The unblended SAF from Total Energies was made in Normandy from hydroprocessed esters and fatty acids (HEFA) from used cooking oil and other waste fats.
HEFA is made of paraffinic hydrocarbons and is free of aromatics and sulfur. Manufacturers are keen to see how these differences affect engines and fuel systems.
Airbus said some 57 tonnes of SAF would be used for the test campaign, the results of which are due to be released in 2022.
The 100% SAF will also be utilized next year for compatibility and engine operability studies on the Safran Helicopters Arrano engine used on the Airbus Helicopters’ H160.

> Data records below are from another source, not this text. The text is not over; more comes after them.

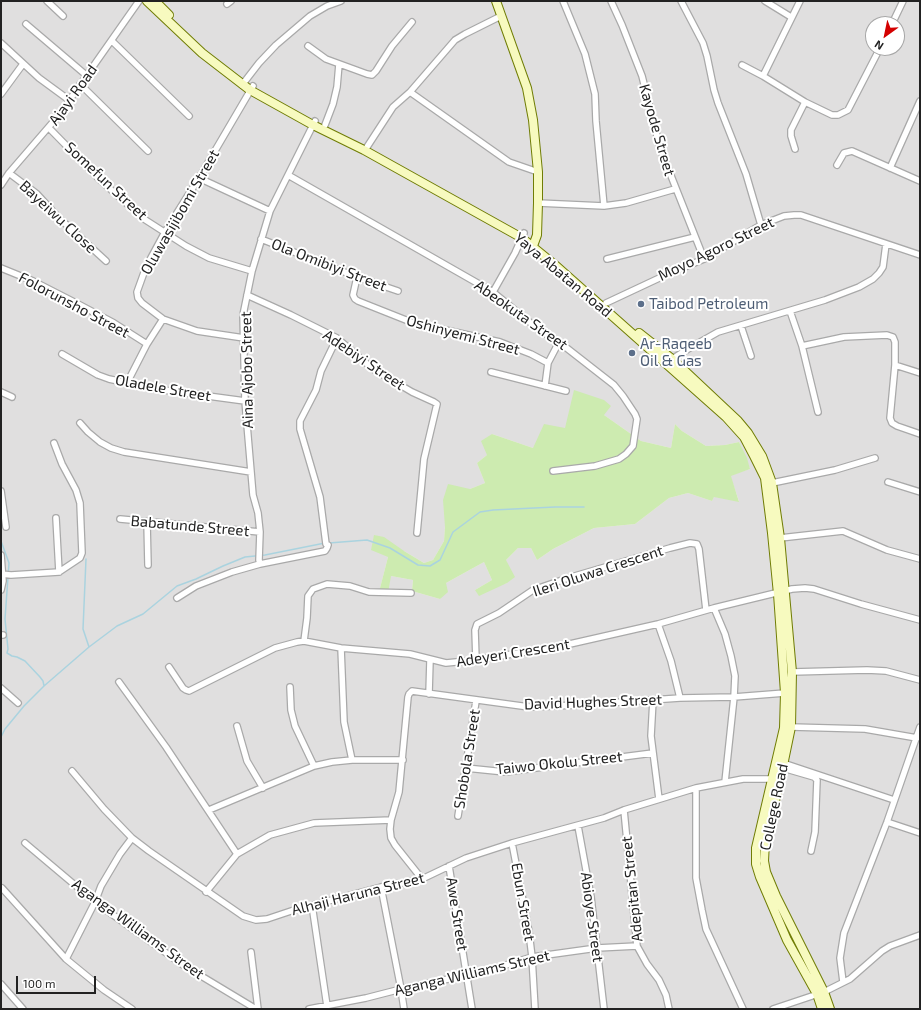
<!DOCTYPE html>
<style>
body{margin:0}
#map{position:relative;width:921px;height:1010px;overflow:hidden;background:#f2efe9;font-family:"Exo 2",sans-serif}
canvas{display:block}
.frame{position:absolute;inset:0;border:2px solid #222;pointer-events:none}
.north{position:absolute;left:865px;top:16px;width:40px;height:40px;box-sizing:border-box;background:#fff;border:1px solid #a7a7a7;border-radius:50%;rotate:213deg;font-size:11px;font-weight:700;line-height:16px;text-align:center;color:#222}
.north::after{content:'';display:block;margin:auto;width:14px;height:18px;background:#d40000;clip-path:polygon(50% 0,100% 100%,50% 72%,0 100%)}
.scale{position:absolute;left:16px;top:976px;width:80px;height:18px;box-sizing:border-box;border:2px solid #222;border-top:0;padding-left:5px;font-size:12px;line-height:14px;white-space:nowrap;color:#222;-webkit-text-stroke:3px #fff;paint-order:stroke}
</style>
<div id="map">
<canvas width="921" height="1010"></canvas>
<div class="frame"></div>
<div class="north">N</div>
<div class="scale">100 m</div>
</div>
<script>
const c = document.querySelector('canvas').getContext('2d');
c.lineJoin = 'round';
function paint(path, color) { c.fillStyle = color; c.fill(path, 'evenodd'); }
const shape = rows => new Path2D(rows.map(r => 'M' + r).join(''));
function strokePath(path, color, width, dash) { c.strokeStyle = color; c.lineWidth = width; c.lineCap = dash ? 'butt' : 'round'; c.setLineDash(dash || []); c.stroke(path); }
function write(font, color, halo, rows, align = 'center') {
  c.font = font + ' "Exo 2",sans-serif'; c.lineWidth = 4; c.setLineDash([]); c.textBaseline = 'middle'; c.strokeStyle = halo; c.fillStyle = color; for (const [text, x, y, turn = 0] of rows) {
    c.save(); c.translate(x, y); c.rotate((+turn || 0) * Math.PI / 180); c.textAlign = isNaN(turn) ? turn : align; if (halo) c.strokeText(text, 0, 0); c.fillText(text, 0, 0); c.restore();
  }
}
const residential = shape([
 [1,1,920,1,920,1009,1,1009],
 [873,24,897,24,897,48,873,48],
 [604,415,641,441,671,448,675,424,682,431,706,446,725,445,739,442,750,469,730,475,739,501,714,496,712,501,688,493,669,498,635,524,594,528,553,549,537,560,531,548,518,548,506,560,507,583,475,590,492,580,484,562,446,583,440,599,412,591,413,580,391,576,379,592,388,557,404,551,424,563,433,560,444,541,445,527,470,489,485,483,477,463,487,455,492,434,533,448,565,428]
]);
const grass = shape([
 [574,390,604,400,611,406,604,415,641,441,671,448,675,424,682,431,706,446,725,445,739,442,747,458,750,469,731,476,739,502,714,497,712,501,688,493,669,498,635,524,594,528,553,549,537,560,531,548,518,548,506,560,515,577,507,583,479,596,475,590,492,580,484,562,446,583,448,592,440,599,412,591,413,580,391,576,388,593,379,592,388,557,371,550,374,535,384,537,404,551,424,563,433,560,444,541,445,527,443,500,448,484,470,489,485,483,477,463,487,455,481,441,492,434,533,448,544,424,565,428]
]);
const stream = shape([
 [1,541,9,563,5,619,8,649,7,653,12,656,17,657,25,661,40,677,43,681,44,686],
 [329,543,367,540,390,548,418,565,430,566,440,560,453,532,480,512,493,510,555,507,584,507],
 [86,559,83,629,89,647],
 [1,737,5,729,24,706,44,686,89,647,117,626,143,614,177,586,196,579,223,566,245,557,265,555,325,543]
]);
const street = shape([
 [47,1,63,16],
 [563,1,585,54,595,94,596,121,604,206],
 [611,1,622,25,642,76,660,148,704,259],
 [681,1,703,43,707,56,714,90,718,103,746,174,761,225],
 [765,1,791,17],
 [227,4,231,1],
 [501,16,465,34,455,40,410,92,509,162,538,172],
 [26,24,86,75],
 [892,24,903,1],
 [112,41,189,116],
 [1,43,39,78,69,100],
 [308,46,326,59,367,74,372,75,376,71,392,46,412,22],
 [742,65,763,76,805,102,832,115,838,115,848,110,880,48],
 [763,76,800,1],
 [80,84,148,151],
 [242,85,259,63,276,45,310,16,327,6,341,1],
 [1,94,23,64],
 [325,125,333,104,337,87,339,64],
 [49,128,99,179,144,219,186,246,209,258,252,271],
 [367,147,393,107,410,92],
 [795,149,791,136,791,130,805,102],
 [837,165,844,153,852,151,920,181],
 [890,168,920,101],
 [9,173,37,194,58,217,106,261],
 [288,175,493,292,538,329,559,342,614,385,623,396,635,414,637,419,633,446,626,454,619,459,595,466,553,471],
 [199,178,270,211],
 [1,185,9,173,59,115,139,1],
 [538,203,604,206,626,203,675,189],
 [261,239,357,277,398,291],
 [607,259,695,237],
 [1,268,33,281,78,304,114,323,147,344],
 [357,277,353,295,355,299,358,301,421,326,441,329,500,342,531,354,548,363],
 [493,292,515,253,524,233],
 [247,295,291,315,337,338,373,369,412,392,434,402,437,404,424,459,417,533],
 [606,303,670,273,704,259,761,225,784,216,794,215,801,215,920,255],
 [790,311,802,346,818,412],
 [741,326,751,356],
 [244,338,197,331,163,319,142,303,138,298,137,292,146,267,165,232,199,178,253,86],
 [802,346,844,337,887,335,893,337,895,342,895,365,890,418,892,423,897,426,920,434],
 [62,354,98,375,109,379,156,389,245,401],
 [672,359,688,349,718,332,825,300,859,287,873,279,879,273,883,267,886,244],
 [895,365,920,373],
 [491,372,566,391],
 [127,383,147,344,163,319],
 [545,386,548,363,559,342],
 [1,392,12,397],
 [80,423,88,432,100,442,111,448,124,452,251,472],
 [888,482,920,492],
 [772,483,835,470,875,458],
 [1,491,6,527],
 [56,518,59,572],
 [120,519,260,532],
 [147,522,148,565],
 [780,538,843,531,887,550,920,559],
 [260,564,259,560,260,532,258,513,253,495,245,401,243,315,252,271,270,211,315,121],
 [1,574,11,575,59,572,80,558,82,553,80,503,76,490,62,464,54,443],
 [1,590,3,581,1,555],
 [177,598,196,586,232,572,260,564,325,551,327,548,328,545,326,544,320,497,300,429,300,421,316,390,321,371,337,338],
 [714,608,725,634,731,656,735,676,734,697,725,782],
 [658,624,671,661,680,698],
 [1,635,3,635],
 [304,641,307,618,308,596,313,589,327,584,350,586,369,592,411,593],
 [341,648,344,722,352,760,403,760],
 [476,660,475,630,477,624,499,613,533,590,568,578,670,548,690,543,697,544,699,549,706,610],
 [169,667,183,688,186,690,189,691,275,648,297,642,304,641,341,648,410,654,446,663,476,660,561,646,658,624,714,608,792,589,805,588,814,589,861,604,920,620],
 [792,672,867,670,886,671,920,680],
 [119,682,166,747,237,854],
 [290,687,291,710,295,726,314,766],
 [1,688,18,703],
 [429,694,430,660],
 [653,700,651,736,659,799],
 [237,726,247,761,263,788],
 [791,727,865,729,917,738],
 [783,763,894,800],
 [466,768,505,772,653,753],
 [783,768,814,777,817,780,815,832,811,851],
 [72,771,104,809,132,838,149,851,243,916,256,920,267,919,294,910,381,887,422,879,466,858,512,843,604,818,624,810,696,788,743,779,774,779],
 [696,788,696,878,702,910,706,929,743,1009],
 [209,810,314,766,332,762,352,760],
 [624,810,637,946,647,964,659,980,666,995,669,1009],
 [458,816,476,701],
 [887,822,920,833],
 [578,826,591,897,604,1009],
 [25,843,95,902,183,965,256,1009],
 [512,843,529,932,532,957,535,1009],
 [449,866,472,1009],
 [422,879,395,845,391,838,390,829,391,820,399,792,408,697,409,694,412,691,529,707,578,705,680,698,734,697,785,693],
 [381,887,401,989,404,1009],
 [2,888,66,959,104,990,132,1009],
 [206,892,237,854,270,835,314,823,391,820],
 [312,905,327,1006],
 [251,952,258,1009],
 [66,959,95,902,101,886,120,854,132,838],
 [843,982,840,958,844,933,887,822,920,727],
 [1,984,23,1009],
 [309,1009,366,998,401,989,486,971,532,957,597,948,637,946],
 [773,1009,824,992,850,979,882,951,890,946,920,935]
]);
const secondary = shape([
 [147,1,202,53,250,90,313,125,364,150,522,238,555,265,726,417,744,437,754,456,765,478,772,533,778,594,785,693,784,728,756,848,756,864,760,877,787,940,817,994,822,1009],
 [155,1,169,15],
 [496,1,527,88,533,120,538,172,538,203,537,235,533,246],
 [639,333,672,359,738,421,748,433,762,456,772,483,780,538,792,672,791,727,780,780,765,842,764,861,766,872,776,896,824,992,830,1009]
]);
const markers = [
 [641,304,4,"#5c6f8a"],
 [632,353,4,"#5c6f8a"]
];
const streetNames = [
 ["Ajayi Road",73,95,-54],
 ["Kayode Street",657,130,74],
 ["Somefun Street",106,181,43],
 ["Oluwasijibomi Street",180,212,-60],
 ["Bayeiwu Close",58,217,43],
 ["Moyo Agoro Street",716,249,-26],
 ["Ola Omibiyi Street",329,265,21],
 ["Yaya Abatan Road",563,275,40],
 ["Folorunsho Street",74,305,28],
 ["Abeokuta Street",521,315,35],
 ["Oshinyemi Street",463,335,15],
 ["Adebiyi Street",364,360,34],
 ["Aina Ajobo Street",247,370,-91],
 ["Oladele Street",163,388,10],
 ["Babatunde Street",190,526,5],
 ["Ileri Oluwa Crescent",598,571,-18],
 ["Adeyeri Crescent",513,653,-9],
 ["David Hughes Street",593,702,-2],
 ["Shobola Street",467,759,-81],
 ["Taiwo Okolu Street",559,763,-6],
 ["College Road",774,807,-78],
 ["Adepitan Street",632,889,-96],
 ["Alhaji Haruna Street",358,894,-14],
 ["Ebun Street",523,902,80],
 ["Awe Street",457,914,81],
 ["Abioye Street",592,917,82],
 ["Aganga Williams Street",138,929,36],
 ["Aganga Williams Street",472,973,-13]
];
const serviceNames = [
 ["Taibod Petroleum",649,304],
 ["Ar-Raqeeb",640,344],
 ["Oil & Gas",640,361]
];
paint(residential, '#e0dfdf');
paint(grass, '#cdebb0');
strokePath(stream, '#aad3df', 1.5);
strokePath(street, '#a9a9a9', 8);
strokePath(secondary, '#707d05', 10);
strokePath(street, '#fff', 5.5);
strokePath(secondary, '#f7fabf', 8);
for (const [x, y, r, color] of markers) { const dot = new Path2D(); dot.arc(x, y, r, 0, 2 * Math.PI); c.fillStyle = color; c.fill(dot); strokePath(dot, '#fff', 1.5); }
write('15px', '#222', '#fff', streetNames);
write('15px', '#4e5e75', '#fff', serviceNames, 'left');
</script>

Airbus, in collaboration with the German Aerospace Center (DLR), will analyze the impact of 100% SAF on ground and in-flight emissions while Safran will focus on compatibility studies related to the fuel system as well as engine adaptation and optimization.
Safran will perform LEAP engine ground tests at its Villaroche facilities later this year to complete the analysis.
ONERA is supporting Airbus and Safran in analyzing the compatibility of the fuel with aircraft systems and will be in charge of preparing, analyzing and interpreting test results for the impact of 100% SAF on emissions and contrail formation.
Dassault Aviation is contributing to the material and equipment compatibility studies and verifying 100% SAF biocontamination susceptibility.
The European manufacturer said the study, known as VOLCAN for VOL avec Carburants Alternatifs Nouveaux, would contribute to global decarbonization efforts currently underway across the aeronautical industry.